The function of IFT-A/Tulp3 in mediating GPCR trafficking to the cilia could explain their paradoxical role as negative regulators of the Shh pathway. The criteria for such an unidentified GPCR mediating the IFT-A/Tulp3 regulation of Shh signaling would be that it is:
- Localized to cilia
- Expressed early during neural tube development
- Conserved among vertebrates
- Regulated by IFT-A/Tulp3
- A negative regulator of the Shh pathway
Using a candidate approach for ciliary GPCRs expressed early during development, we identified an “orphan” class A GPCR, Gpr161 that is ciliary (Figure 2a). Actually, this is the only GPCR known to date to be expressed endogenously in a wide variety of ciliated cells. Furthermore, depletion of Tulp3 and IFT-A prevents ciliary localization of Gpr161. Most importantly, a null knockout mice model for this receptor results in embryonic lethality by E10.5 (Figure 2b), and phenocopies the IFT-A/Tulp3 mutants by showing increased Shh signaling in the developing neural tube (Figure 2c, d), suggesting that Gpr161 functions as a negative regulator of the Shh pathway. The cAMP-activated kinase protein kinase A (PKA) is pivotal in the processing of Gli transcription factors into the GliRs (Goetz and Anderson, 2010); however, the cAMP regulating pathways that mediate this activation of PKA remain unknown.
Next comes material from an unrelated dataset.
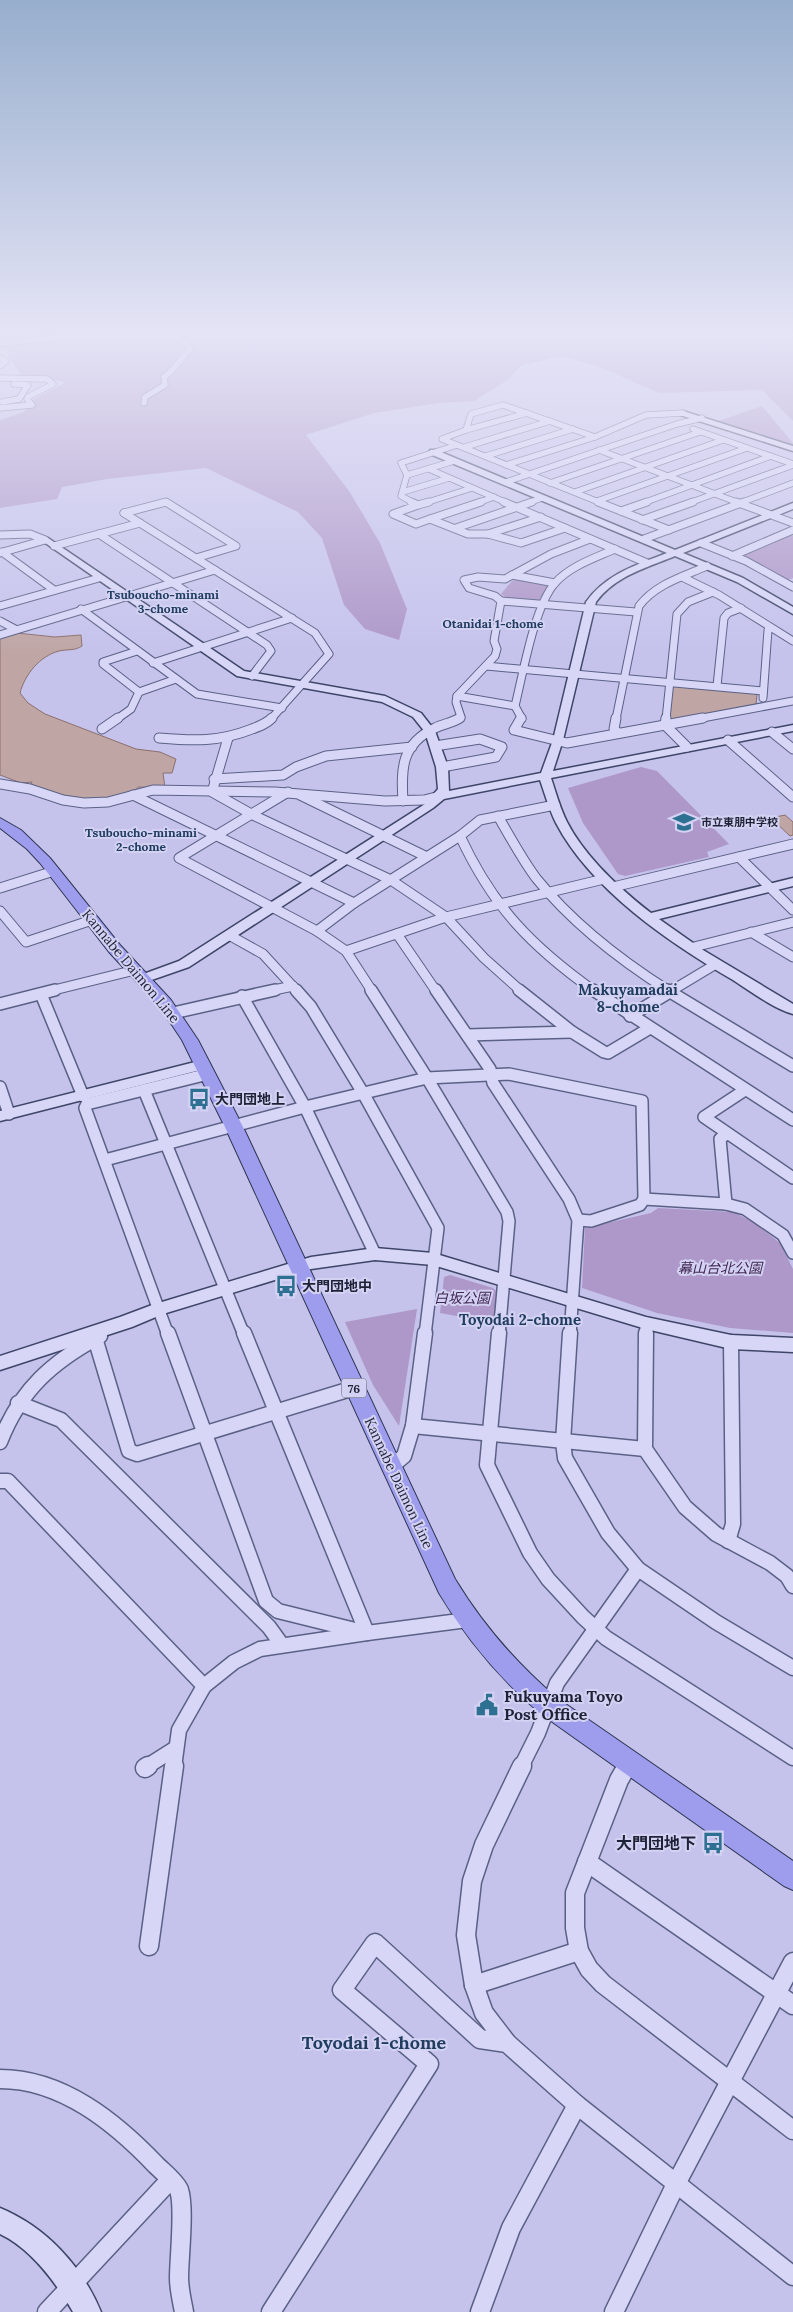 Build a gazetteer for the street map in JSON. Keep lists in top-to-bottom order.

The processing of Gli3 into Gli3R is blocked in the Gpr161 knockout (Figure 2d), and constitutive Gpr161 activity results in increased cAMP levels. This suggests that Gpr161 activity could regulate PKA-mediated processing of Gli3R via cAMP signaling (Figure 2a). Simultaneously, Shh signaling directs Gpr161 to be internalized from cilia, suggesting that a feedback loop regulates functioning of Gpr161 in the Shh pathway.
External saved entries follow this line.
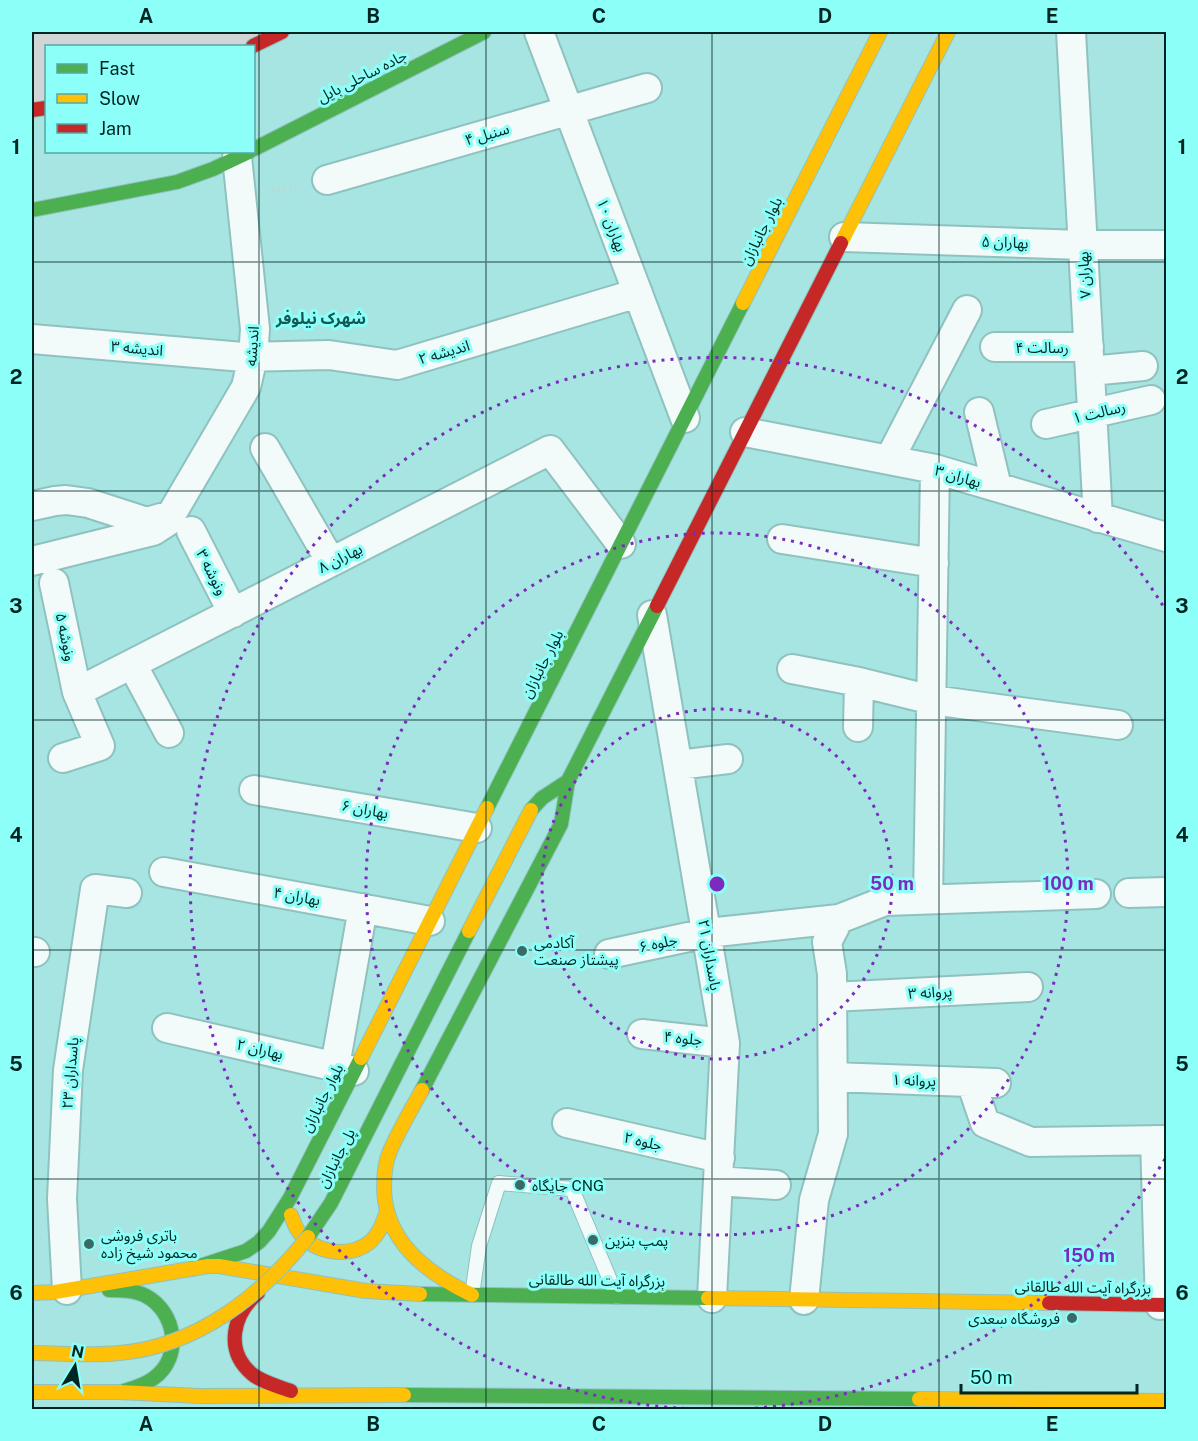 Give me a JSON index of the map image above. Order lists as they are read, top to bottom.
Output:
{
  "streets": {
    "main road": [
      "جاده ساحلی بایل",
      "بلوار جانبازان",
      "پل جانبازان",
      "بزرگراه آیت الله طالقانی"
    ],
    "street": [
      "سنبل ۴",
      "بهاران ۱۰",
      "بهاران ۵",
      "بهاران ۷",
      "اندیشه",
      "رسالت ۴",
      "اندیشه ۳",
      "اندیشه ۲",
      "رسالت ۱",
      "بهاران ۳",
      "بهاران ۸",
      "ونوشه ۳",
      "ونوشه ۵",
      "بهاران ۶",
      "بهاران ۴",
      "جلوه ۶",
      "پاسداران ۲۱",
      "پروانه ۳",
      "جلوه ۴",
      "بهاران ۲",
      "پاسداران ۲۳",
      "پروانه ۱",
      "جلوه ۲"
    ]
  },
  "crossings": [
    ["جاده ساحلی بایل", "اندیشه"],
    ["سنبل ۴", "بهاران ۱۰"],
    ["بهاران ۱۰", "بلوار جانبازان"],
    ["بهاران ۱۰", "اندیشه ۲"],
    ["بلوار جانبازان", "بهاران ۸"],
    ["بلوار جانبازان", "بهاران ۶"],
    ["بلوار جانبازان", "بهاران ۴"],
    ["بلوار جانبازان", "بهاران ۲"],
    ["بلوار جانبازان", "بزرگراه آیت الله طالقانی"],
    ["بهاران ۵", "بهاران ۷"],
    ["بهاران ۷", "رسالت ۴"],
    ["بهاران ۷", "رسالت ۱"],
    ["بهاران ۷", "بهاران ۳"],
    ["اندیشه", "اندیشه ۳"],
    ["اندیشه", "اندیشه ۲"],
    ["اندیشه", "ونوشه ۳"],
    ["اندیشه ۳", "اندیشه ۲"],
    ["بهاران ۸", "ونوشه ۳"],
    ["بهاران ۸", "ونوشه ۵"],
    ["جلوه ۶", "پاسداران ۲۱"],
    ["پاسداران ۲۱", "جلوه ۴"],
    ["پاسداران ۲۱", "جلوه ۲"],
    ["پاسداران ۲۱", "بزرگراه آیت الله طالقانی"],
    ["پاسداران ۲۳", "بزرگراه آیت الله طالقانی"]
  ],
  "districts": ["شهرک نیلوفر"],
  "places": [
    "آکادمی پیشتاز صنعت",
    "جایگاه CNG",
    "پمپ بنزین",
    "باتری فروشی محمود شیخ زاده",
    "فروشگاه سعدی"
  ],
  "legend": ["Fast", "Slow", "Jam"],
  "scale_bar": "50 m",
  "north": "top",
  "grid": {
    "columns": [
      "A",
      "B",
      "C",
      "D",
      "E"
    ],
    "rows": [
      "1",
      "2",
      "3",
      "4",
      "5",
      "6"
    ]
  },
  "rings": ["50 m", "100 m", "150 m"]
}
We have thus discovered a fundamentally new IFT-A/Tulp3-mediated trafficking and signaling pathway for a GPCR in the basal repression machinery of Shh signaling (Mukhopadhyay et al., 2013).
Mukhopadhyay S., Wen X., Ratti N., Loktev A., Rangell L., Scales S., Jackson P. (2013) The ciliary G-protein-coupled receptor Gpr161 negatively regulates the sonic hedgehog pathway via cAMP signaling. Cell.
Mukhopadhyay, S., Wen, X., Chih, B., Nelson, C.D., Lane, W.S., Scales, S.J., and Jackson, P.K. (2010). "TULP3 bridges the IFT-A complex and membrane phosphoinositides to promote trafficking of G protein-coupled receptors into primary cilia." Genes Dev 24, 2180-2193.
Norman, R.X., Ko, H.W., Huang, V., Eun, C.M., Abler, L.L., Zhang, Z., Sun, X., and Eggenschwiler, J.T. (2009). "Tubby-like protein 3 (TULP3) regulates patterning in the mouse embryo through inhibition of Hedgehog signaling." Hum Mol Genet 18, 1740-1754.